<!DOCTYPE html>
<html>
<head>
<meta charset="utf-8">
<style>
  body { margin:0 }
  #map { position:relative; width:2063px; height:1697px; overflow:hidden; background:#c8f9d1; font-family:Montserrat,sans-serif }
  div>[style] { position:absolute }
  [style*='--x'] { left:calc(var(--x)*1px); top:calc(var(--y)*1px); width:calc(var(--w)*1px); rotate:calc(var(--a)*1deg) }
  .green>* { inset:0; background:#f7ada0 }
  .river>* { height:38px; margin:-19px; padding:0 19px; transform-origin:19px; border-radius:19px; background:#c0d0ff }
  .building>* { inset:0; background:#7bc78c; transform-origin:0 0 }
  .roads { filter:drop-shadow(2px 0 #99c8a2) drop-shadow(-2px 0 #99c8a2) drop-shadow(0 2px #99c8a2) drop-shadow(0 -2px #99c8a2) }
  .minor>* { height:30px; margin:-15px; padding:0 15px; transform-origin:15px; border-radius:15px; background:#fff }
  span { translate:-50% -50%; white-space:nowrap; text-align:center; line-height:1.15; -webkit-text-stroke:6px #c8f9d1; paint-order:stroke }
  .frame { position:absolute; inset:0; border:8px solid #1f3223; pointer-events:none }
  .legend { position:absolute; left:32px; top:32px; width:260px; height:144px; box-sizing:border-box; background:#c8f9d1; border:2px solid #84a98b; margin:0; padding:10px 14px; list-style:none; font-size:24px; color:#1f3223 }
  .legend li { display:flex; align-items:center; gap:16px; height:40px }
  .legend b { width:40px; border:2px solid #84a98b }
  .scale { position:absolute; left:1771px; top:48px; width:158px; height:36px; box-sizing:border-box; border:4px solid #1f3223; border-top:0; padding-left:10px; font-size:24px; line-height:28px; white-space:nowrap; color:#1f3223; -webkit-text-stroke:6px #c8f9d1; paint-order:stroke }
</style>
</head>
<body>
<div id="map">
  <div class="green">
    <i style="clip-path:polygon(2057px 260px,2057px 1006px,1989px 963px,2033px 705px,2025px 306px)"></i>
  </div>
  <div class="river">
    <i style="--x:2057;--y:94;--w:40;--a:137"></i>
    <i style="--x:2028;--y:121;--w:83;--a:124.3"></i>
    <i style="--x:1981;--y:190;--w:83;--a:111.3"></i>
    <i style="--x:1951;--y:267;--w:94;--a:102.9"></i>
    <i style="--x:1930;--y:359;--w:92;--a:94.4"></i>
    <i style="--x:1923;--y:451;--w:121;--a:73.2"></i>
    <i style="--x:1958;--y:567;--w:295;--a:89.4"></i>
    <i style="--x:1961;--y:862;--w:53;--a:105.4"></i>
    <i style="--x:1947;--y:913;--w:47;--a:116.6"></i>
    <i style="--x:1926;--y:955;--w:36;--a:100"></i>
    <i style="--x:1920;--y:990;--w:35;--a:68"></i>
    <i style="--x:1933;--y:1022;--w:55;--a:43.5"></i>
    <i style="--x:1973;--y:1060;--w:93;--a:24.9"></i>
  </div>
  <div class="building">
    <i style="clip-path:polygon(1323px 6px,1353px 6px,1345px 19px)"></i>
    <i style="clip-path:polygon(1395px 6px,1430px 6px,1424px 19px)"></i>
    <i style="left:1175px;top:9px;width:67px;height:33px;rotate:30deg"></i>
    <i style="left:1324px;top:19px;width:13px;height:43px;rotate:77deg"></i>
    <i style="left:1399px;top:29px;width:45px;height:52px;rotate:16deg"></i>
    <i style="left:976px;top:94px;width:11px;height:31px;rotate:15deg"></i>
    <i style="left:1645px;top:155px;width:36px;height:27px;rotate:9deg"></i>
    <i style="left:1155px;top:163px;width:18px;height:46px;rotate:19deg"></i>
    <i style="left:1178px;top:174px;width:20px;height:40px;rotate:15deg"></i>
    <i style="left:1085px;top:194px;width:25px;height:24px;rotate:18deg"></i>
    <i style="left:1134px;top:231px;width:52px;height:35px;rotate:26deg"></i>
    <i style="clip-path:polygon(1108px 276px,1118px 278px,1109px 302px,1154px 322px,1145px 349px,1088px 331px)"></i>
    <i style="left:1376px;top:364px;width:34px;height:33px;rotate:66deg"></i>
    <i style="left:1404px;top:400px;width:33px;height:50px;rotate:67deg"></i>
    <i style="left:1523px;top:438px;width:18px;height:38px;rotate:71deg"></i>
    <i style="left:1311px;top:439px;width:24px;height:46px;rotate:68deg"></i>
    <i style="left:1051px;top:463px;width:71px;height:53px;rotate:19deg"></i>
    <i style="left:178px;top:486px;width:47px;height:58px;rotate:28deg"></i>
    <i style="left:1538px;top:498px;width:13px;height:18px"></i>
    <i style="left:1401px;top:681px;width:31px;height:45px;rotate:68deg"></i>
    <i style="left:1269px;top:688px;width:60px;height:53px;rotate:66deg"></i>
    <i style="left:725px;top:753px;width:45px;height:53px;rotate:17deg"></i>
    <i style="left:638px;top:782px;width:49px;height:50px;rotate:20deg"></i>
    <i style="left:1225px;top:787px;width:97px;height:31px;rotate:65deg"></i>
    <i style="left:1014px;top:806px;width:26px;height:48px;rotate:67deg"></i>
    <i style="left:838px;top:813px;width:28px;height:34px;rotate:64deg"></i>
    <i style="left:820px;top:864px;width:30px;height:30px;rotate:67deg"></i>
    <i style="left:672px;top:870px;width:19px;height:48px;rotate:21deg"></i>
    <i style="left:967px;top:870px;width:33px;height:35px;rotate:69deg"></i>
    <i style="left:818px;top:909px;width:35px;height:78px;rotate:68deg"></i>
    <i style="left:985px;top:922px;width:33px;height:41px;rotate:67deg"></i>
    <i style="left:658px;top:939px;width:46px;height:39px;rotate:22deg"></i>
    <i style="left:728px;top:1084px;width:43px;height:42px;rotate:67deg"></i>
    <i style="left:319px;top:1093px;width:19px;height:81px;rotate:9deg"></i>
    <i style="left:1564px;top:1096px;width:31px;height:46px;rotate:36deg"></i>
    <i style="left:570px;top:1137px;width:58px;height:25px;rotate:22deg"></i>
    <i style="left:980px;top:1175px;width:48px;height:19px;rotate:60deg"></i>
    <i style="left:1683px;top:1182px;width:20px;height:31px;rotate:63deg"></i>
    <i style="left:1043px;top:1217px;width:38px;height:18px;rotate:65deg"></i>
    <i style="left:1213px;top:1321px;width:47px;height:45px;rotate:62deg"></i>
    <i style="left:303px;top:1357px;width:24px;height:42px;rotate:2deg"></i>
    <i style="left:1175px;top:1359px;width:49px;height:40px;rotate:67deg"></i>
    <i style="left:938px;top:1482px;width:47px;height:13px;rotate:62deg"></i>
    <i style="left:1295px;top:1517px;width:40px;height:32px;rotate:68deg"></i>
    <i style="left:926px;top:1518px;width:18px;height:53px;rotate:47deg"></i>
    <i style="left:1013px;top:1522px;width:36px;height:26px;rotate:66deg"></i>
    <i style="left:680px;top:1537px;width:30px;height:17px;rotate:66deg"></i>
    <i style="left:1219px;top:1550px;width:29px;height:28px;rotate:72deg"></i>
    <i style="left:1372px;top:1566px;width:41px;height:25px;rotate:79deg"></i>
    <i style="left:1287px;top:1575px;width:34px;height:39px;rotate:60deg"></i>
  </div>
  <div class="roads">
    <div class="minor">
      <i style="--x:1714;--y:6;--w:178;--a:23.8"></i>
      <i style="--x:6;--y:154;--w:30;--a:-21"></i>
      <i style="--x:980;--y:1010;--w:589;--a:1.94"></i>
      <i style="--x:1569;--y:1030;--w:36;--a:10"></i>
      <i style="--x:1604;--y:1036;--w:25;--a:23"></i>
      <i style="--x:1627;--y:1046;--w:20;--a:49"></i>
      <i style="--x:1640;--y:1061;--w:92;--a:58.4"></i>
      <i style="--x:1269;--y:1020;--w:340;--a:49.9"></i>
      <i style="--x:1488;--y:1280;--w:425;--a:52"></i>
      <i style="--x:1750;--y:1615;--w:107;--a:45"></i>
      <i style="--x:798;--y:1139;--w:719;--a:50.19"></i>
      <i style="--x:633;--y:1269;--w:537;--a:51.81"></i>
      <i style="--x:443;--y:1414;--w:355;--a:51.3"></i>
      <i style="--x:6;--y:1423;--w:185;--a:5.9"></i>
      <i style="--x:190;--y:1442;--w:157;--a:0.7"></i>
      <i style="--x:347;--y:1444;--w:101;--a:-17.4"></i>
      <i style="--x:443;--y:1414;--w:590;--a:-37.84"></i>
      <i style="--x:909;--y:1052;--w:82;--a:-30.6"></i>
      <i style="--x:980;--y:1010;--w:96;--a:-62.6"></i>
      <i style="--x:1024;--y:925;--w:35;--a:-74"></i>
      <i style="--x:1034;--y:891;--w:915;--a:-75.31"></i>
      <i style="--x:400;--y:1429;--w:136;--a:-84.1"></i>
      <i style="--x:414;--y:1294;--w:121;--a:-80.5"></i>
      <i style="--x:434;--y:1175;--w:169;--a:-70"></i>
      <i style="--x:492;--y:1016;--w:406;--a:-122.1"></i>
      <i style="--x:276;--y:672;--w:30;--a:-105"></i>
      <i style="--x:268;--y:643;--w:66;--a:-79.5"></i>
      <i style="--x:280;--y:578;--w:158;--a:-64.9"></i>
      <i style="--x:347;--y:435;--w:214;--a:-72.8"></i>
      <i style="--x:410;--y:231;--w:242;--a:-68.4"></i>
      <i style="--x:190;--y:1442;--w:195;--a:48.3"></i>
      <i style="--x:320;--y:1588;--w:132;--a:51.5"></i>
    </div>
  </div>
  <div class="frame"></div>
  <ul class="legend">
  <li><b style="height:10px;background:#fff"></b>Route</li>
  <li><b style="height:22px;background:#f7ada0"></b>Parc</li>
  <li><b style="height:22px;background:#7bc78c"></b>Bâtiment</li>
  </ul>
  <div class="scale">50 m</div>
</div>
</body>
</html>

WORK REQUIRED: Write out only the lines from the very start of the entries above to the line that includes "filter:drop-shadow(2px 0 #99c8a2)", both ends included, each one unchanged.

REPLY TO THE TASK:
<!DOCTYPE html>
<html>
<head>
<meta charset="utf-8">
<style>
  body { margin:0 }
  #map { position:relative; width:2063px; height:1697px; overflow:hidden; background:#c8f9d1; font-family:Montserrat,sans-serif }
  div>[style] { position:absolute }
  [style*='--x'] { left:calc(var(--x)*1px); top:calc(var(--y)*1px); width:calc(var(--w)*1px); rotate:calc(var(--a)*1deg) }
  .green>* { inset:0; background:#f7ada0 }
  .river>* { height:38px; margin:-19px; padding:0 19px; transform-origin:19px; border-radius:19px; background:#c0d0ff }
  .building>* { inset:0; background:#7bc78c; transform-origin:0 0 }
  .roads { filter:drop-shadow(2px 0 #99c8a2) drop-shadow(-2px 0 #99c8a2) drop-shadow(0 2px #99c8a2) drop-shadow(0 -2px #99c8a2) }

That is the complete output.